Similarly, if a patient has problems while receiving carbamazepine or oxcarbazepine, switching to eslicarbazepine would be a bad idea. "It's nearly the same drug, so that's a dangerous situation. So that's a contraindication," Dr. Kälviäinen noted. She said clinicians are now "a little bit mixed up" in choosing among these similar drugs, and clearer studies on the differences among them are needed.

Otto Muzik, PhD, a professor of radiology and pediatrics at Wayne State Medical School in Detroit, Michigan, questioned the value of adding another drug in this same class.

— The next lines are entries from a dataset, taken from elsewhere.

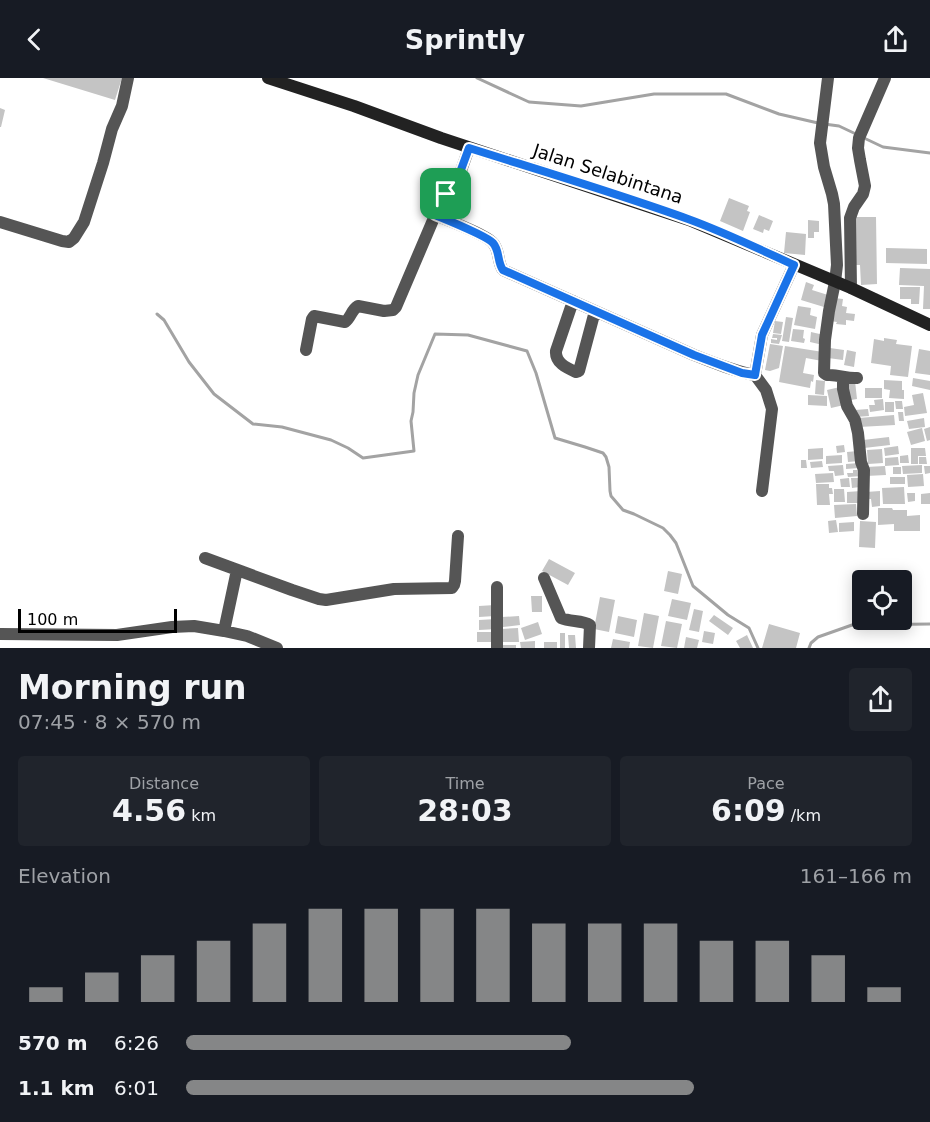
<!DOCTYPE html>
<html lang="en">
<head>
<meta charset="utf-8">
<style>
	body { margin:0; font-family:"DejaVu Sans",sans-serif; background:#20242c; color:#f1f3f6; height:100vh; display:flex; flex-direction:column; font-size:22px; white-space:nowrap }
	* { box-sizing:border-box; margin:0 }
	p { font-size:20px; color:#9ea1a6 }
	.icon { flex:none; width:33px; height:33px; fill:none; stroke:currentColor; stroke-width:2; stroke-linecap:round; stroke-linejoin:round }
	.map { position:relative; height:570px; overflow:hidden }
	.side { display:flex; flex-direction:column; background:#171b24; flex:1 }
	.side>* { flex:none }
	.controls { position:absolute; left:852px; top:492px; display:grid; gap:12px }
	.controls a { display:grid; place-items:center; width:60px; height:60px; border-radius:6px; background:#171b24; box-shadow:0 3px 15px #0003; font-size:30px }
	.scale { position:absolute; left:18px; bottom:15px; width:159px; box-sizing:border-box; padding-left:6px; border:3px solid #000; border-top:0; font-size:16px; line-height:21px; white-space:nowrap; color:#000; -webkit-text-stroke:4px #fff; paint-order:stroke }
	.pin { position:absolute; display:grid; place-items:center; width:51px; height:51px; color:#fff; margin:-26px; border-radius:12px; box-shadow:0 3px 9px #0006 }
	.round { display:grid; place-items:center; flex:none; width:63px; height:63px; border-radius:6px; background:#20242c }
	.summary { display:flex; align-items:center; justify-content:space-between; height:102px; padding:0 18px }
	h1 { font-size:33px; font-weight:600; line-height:45px }
	.stats { display:grid; grid-template-columns:repeat(3,1fr); gap:9px; height:102px; padding:6px 18px }
	.stats div { display:grid; align-content:center; border-radius:6px; background:#20242c; text-align:center }
	.stats b { font-size:30px; font-weight:600 }
	.stats small { font-size:16px; font-weight:400 }
	.stats p { font-size:16px }
	.chart { height:168px; padding:12px 18px }
	.chart p { display:flex; justify-content:space-between }
	.chart svg { width:100%; height:108px; margin-top:6px; stroke:#858687; stroke-width:6 }
	ul { padding:0 18px; list-style:none; font-size:20px }
	li { display:grid; grid-template-columns:96px 72px 1fr; align-items:center; height:45px }
	li i { height:15px; border-radius:8px; background:#858687 }
	header { display:flex; justify-content:space-between; align-items:center; height:78px; padding:0 18px; background:#171b24; font-size:27px; font-weight:600 }
	.map>svg:first-child { display:block }
</style>
</head>
<body>
<header><svg class="icon" aria-label="back" viewBox="0 0 24 24"><path d="M15 5l-7 7 7 7"/></svg>Sprintly<svg class="icon" aria-label="share" viewBox="0 0 24 24"><path d="M12 15V3M7 8l5-5 5 5M5 13v7h14v-7"/></svg></header>
<div class="map">
<svg width="930" height="570" viewBox="0 0 930 570">
	<rect width="100%" height="100%" fill="#fff"/>
	<g fill="none" stroke-linecap="round" stroke-linejoin="round">
		<path stroke="#a3a3a3" stroke-width="3" d="M477 0 529 24 581 28 654 16H726L779 36 818 45
			M824 46 839 48 858 57
			M864 60 883 69 930 75
			M157 236 164 242 189 284 214 316 253 346 282 349 331 362 348 370 363 380 414 373 411 343 413 334 414 315 418 297 435 256 468 257 527 273 536 295 555 360 585 369 603 375 606 379 609 389 610 413 611 418 623 432 634 436 663 450 670 457 676 465 693 508 728 537 749 550 758 570
			M809 570 811 565 818 559 852 547 930 546"/>
	</g>
	<path fill="#c4c4c4" d="M43 0H122L115 22Z
		M0 30 5 32 1 49H0Z
		M729 120 749 128 747 133 750 134 743 153 720 143Z
		M759 137 773 143 769 153 764 151 763 155 753 151Z
		M856 139H876L877 206 861 207 860 187H856Z
		M808 142 819 143V154H814V160H808Z
		M786 154 806 156 805 177 784 175Z
		M886 170 927 171V186L886 185Z
		M900 190 930 191V231H923L924 208 899 207Z
		M806 204 814 207 812 212 828 217 824 229 801 222Z
		M900 209H920L919 226H911V221H900Z
		M834 220 843 221 842 228 847 229 846 235 855 236 854 243 846 242V247L836 246 837 244 830 243Z
		M798 228 811 230 810 237 817 239 815 251 794 247Z
		M786 239 793 240 789 264 782 263Z
		M775 243 783 244 781 256 773 255Z
		M793 251 804 252 803 260 805 261 804 265 791 263Z
		M811 254 824 257 823 267 810 264Z
		M773 256 782 257 779 266 771 265V261L777 262V260H772Z
		M884 260 897 262 896 266 912 268 908 299 890 297 891 288 871 285 874 261 884 263Z
		M770 266 783 268 779 290 770 293 765 292Z
		M785 268 823 274 822 283 806 280 803 295 814 297 813 304 811 303 810 310 779 304Z
		M830 270 844 272 843 282 828 280Z
		M919 271 930 273V297L915 295Z
		M847 272 856 274 854 289 844 287Z
		M913 300 930 303V312L912 308Z
		M816 302 825 303 824 317 815 316Z
		M884 302 902 303V312H904V321L889 320 890 312 884 311Z
		M855 303 857 321 851 322 845 305Z
		M840 309 844 327 831 330 827 312Z
		M865 310H882V320H865Z
		M923 315 927 335 905 338 904 329 914 327 912 317Z
		M808 317 827 318V328L808 327Z
		M883 321 884 332 870 334 869 327H875L874 322Z
		M895 323H902L903 331H896Z
		M885 324H894V334H885Z
		M868 331 869 338 856 339 855 332Z
		M898 334H903L904 343H899Z
		M894 337 895 347 859 349V340Z
		M924 340 925 349 909 351 907 343Z
		M930 349V362L927 363 924 351Z
		M922 350 925 363 911 367 907 354Z
		M889 359 890 367 864 370 863 362Z
		M844 367 845 374 837 375 836 368Z
		M898 368 899 376 885 378 884 370Z
		M823 370V381L808 382V371Z
		M911 370H925L926 378H918V386H911Z
		M882 371 883 385 868 386 867 372Z
		M858 373 859 383 848 384 847 374Z
		M842 377V385L826 386V378Z
		M908 377 909 385H900V378Z
		M898 379 899 387 885 388V380Z
		M919 379H926L927 386H919Z
		M801 382H806L807 390H801Z
		M822 383 823 389 811 390 810 384Z
		M859 385V390L846 391V386Z
		M843 387 844 397 835 398 834 393H829L828 388Z
		M922 387V395L903 396 902 388Z
		M885 388 886 397 866 398V389Z
		M924 388H930V395L925 396Z
		M893 389H901V396H893Z
		M853 392H862V398L848 399 847 395H853Z
		M833 395 834 404 816 405 815 396Z
		M923 396 924 408 908 409 907 397Z
		M890 399H905V406H890Z
		M849 400 850 409H841L840 401Z
		M851 400H859L860 409 852 410Z
		M816 406H829V410H832L833 416H829L830 427H817Z
		M904 409 905 426H883L882 410Z
		M834 411H844L845 424H834Z
		M861 413 862 425H847V414Z
		M880 413V428L872 429 871 421H866V414Z
		M907 415H915V423L908 424Z
		M930 415V426H921V416Z
		M856 426 857 438 835 440 834 427Z
		M878 430H892L893 432H907V438L920 437V453H894V446L878 447Z
		M836 442 838 454 829 455 828 443Z
		M860 443 876 444 875 470 859 469Z
		M854 444V453L839 454V445Z
		M549 481 575 495 568 507 542 493Z
		M668 493 682 496 678 516 664 513Z
		M531 518H542V534H532Z
		M600 519 615 522 609 554 594 551Z
		M672 521 691 525 687 542 668 538Z
		M495 527V538L479 539V528Z
		M694 531 703 533 699 554 689 552Z
		M644 535 659 538 653 570 638 568Z
		M714 537 733 550 728 557 709 543Z
		M519 538 520 547 503 549 502 539Z
		M618 538 637 542 634 559 615 555Z
		M496 541 497 551 479 552V542Z
		M666 543 682 546 677 570 661 568Z
		M538 544 542 556 525 562 521 550Z
		M769 546 800 555 796 570H762Z
		M518 550 519 564H501V551Z
		M704 553 715 555 713 566 702 564Z
		M477 554H496V564H477Z
		M560 555H565V570H560Z
		M568 557H575L576 570H569Z
		M747 557 753 570H740L736 563Z
		M686 559 699 562 697 570H684Z
		M613 561 630 564 629 570H611Z
		M535 563V570H521L520 564Z
		M544 564H557V570H544Z
		M499 567H516V570H500Z"/>
	<g fill="none" stroke-linecap="round" stroke-linejoin="round">
		<path stroke="#555" stroke-width="12" d="M828 0 820 65 824 89 832 116 834 126 837 187 835 204 829 233 825 262 824 295 827 297C838 296 847 301 857 300
			M435 137C447 142 487 157 493 165 500 173 497 184 503 192L694 277C714 285 734 293 755 297
			M0 144 62 163 69 164 74 160 84 144 103 85 112 51 122 28 128 0
			M851 210 850 140 854 129 863 116 865 108 860 82 858 70 859 60 885 0
			M573 223 556 273C555 285 567 290 576 294L579 293 595 233
			M306 272 312 241 314 238 345 244C351 240 351 232 358 228L384 233 393 232 396 229 442 121 455 108 457 104 469 70
			M843 300V311L847 328 855 342 858 355 861 384 864 392 863 436
			M762 413 772 331 766 312 755 297 762 257 794 187
			M205 480 292 512 319 521 326 522 394 511 452 510 454 507 455 503 458 458
			M544 500 561 540C570 544 582 542 590 547L589 570
			M224 553 237 492
			M0 556 117 557 172 549 194 548 224 553 247 558 277 570
			M497 570V509"/>
		<path stroke="#222" stroke-width="12" d="M268 0 354 28 441 60 689 142 851 210 930 247"/>
	</g>
	<g fill="none" stroke-linecap="round" stroke-linejoin="round">
		<defs>
			<path id="route" d="M469 70C542 93 616 115 688 141 724 154 759 171 794 187L762 257 755 297 742 295 694 277 503 192C497 184 500 173 493 165 487 158 447 142 435 137L442 122 455 108Z"/>
		</defs>
		<use href="#route" stroke="#fff" stroke-width="12"/>
		<use href="#route" stroke="#1a73e8" stroke-width="8"/>
	</g>
	<g text-anchor="middle" stroke-width="6" stroke-linejoin="round" paint-order="stroke">
		<g font-size="18" fill="#000" stroke="#fff">
			<text transform="translate(608 96) rotate(18)" y="6">Jalan Selabintana</text>
		</g>
	</g>
</svg>
<div class="controls">
<a><svg class="icon" aria-label="locate" viewBox="0 0 24 24"><circle cx="12" cy="12" r="6"/><path d="M12 2v4M12 18v4M2 12h4M18 12h4"/></svg></a>
</div>
<div class="scale">100 m</div>
<div class="pin" style="left:446px;top:116px;background:#1e9e55"><svg class="icon" aria-label="arrive" viewBox="0 0 24 24"><path d="M6 21V4h12l-3 4 3 4H6"/></svg></div>
</div>
<section class="side">
<div class="summary"><div><h1>Morning run</h1><p>07:45 · 8 × 570 m</p></div><a class="round"><svg class="icon" aria-label="share" viewBox="0 0 24 24"><path d="M12 15V3M7 8l5-5 5 5M5 13v7h14v-7"/></svg></a></div>
<div class="stats">
<div><p>Distance</p><b>4.56<small> km</small></b></div>
<div><p>Time</p><b>28:03</b></div>
<div><p>Pace</p><b>6:09<small> /km</small></b></div>
</div>
<div class="chart"><p><span>Elevation</span>161–166 m</p>
<svg viewBox="0 0 160 44" preserveAspectRatio="none"><path d="M5 44V38M15 44V32M25 44V25M35 44V19M45 44V12M55 44V6M65 44V6M75 44V6M85 44V6M95 44V12M105 44V12M115 44V12M125 44V19M135 44V19M145 44V25M155 44V38"/></svg>
</div>
<ul>
<li><b>570 m</b>6:26<i style="width:53%"></i></li>
<li><b>1.1 km</b>6:01<i style="width:70%"></i></li>
</ul>
</section>
</body>
</html>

"It's still not approved in the States, and it appears to me that the FDA does not believe that there is added value," he mentioned to Medscape Medical News. "So that means that...it's probably going to do better than a placebo, but if you now say, 'Give me the best combined therapy of drugs,' and now we throw in this new drug, is it more efficacious or not, and the jury seems to be still out on that."

Dr. Soares-da-Silva is an employee of BIAL. Dr. Kälviäinen and Dr. Muzik have disclosed no relevant financial relationships.

XXI World Congress of Neurology (WCN). Free Papers Session 1. Presented September 2013.